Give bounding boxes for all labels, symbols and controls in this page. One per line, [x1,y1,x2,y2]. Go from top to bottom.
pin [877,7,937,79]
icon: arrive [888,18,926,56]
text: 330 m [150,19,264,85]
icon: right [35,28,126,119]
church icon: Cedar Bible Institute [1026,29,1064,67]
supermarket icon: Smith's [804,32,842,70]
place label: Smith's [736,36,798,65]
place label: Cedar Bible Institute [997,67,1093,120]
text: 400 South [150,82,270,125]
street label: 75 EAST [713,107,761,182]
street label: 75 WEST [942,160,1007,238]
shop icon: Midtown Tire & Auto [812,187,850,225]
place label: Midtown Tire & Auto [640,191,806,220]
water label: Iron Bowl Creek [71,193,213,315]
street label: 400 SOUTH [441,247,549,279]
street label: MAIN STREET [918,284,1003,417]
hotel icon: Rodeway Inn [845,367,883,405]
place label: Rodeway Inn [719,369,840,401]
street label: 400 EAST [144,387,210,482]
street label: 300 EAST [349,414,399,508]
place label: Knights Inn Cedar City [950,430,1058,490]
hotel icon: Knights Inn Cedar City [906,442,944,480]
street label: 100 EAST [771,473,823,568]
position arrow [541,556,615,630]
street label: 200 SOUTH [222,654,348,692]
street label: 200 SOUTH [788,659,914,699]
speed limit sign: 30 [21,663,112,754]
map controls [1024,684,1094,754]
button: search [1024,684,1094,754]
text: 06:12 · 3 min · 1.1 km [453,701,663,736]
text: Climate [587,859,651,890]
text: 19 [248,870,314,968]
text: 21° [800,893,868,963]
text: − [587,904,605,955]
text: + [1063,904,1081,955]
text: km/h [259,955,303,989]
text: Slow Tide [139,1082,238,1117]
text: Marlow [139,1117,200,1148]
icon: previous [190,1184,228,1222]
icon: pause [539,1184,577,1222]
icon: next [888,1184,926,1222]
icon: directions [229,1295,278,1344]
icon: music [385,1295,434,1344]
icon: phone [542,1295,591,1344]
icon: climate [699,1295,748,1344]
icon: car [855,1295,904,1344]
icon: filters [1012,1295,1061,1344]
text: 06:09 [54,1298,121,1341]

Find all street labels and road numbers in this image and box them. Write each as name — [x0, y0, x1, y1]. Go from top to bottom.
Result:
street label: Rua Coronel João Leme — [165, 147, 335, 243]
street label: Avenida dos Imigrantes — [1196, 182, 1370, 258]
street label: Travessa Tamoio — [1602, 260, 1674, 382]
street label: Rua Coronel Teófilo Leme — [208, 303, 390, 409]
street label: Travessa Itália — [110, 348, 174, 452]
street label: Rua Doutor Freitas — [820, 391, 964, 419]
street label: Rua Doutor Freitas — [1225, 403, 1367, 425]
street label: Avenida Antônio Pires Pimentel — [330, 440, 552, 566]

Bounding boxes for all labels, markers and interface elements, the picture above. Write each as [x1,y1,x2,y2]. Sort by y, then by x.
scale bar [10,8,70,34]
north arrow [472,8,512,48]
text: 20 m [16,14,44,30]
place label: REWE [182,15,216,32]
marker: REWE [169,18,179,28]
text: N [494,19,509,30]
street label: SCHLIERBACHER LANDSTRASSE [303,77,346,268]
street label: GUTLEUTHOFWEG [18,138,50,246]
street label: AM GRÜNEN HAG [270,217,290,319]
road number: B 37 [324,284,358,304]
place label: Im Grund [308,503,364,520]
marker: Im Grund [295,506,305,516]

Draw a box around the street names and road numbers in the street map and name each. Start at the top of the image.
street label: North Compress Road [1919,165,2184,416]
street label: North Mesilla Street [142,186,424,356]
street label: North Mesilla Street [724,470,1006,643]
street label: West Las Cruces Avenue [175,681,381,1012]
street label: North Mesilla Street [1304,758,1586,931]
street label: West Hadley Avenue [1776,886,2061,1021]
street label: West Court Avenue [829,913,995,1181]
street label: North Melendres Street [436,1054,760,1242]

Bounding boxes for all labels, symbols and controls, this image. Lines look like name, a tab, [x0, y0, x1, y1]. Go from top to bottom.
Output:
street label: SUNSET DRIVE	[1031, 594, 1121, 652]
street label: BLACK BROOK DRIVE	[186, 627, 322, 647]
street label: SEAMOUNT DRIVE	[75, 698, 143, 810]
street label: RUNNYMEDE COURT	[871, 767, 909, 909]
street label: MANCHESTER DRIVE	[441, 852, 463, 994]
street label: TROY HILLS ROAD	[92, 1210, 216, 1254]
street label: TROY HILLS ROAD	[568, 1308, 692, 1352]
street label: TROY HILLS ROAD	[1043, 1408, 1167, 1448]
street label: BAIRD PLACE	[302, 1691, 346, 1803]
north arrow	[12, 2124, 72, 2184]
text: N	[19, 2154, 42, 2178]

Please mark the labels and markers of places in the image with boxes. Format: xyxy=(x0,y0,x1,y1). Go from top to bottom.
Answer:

________________________

- [The task]:
Repeat the lines above, from the one containing "Please mark the" to the final line, word for word and with nothing else.

- [Written answer]:
Please mark the labels and markers of places in the image with boxes. Format: xyxy=(x0,y0,x1,y1). Go from top to bottom.
Answer:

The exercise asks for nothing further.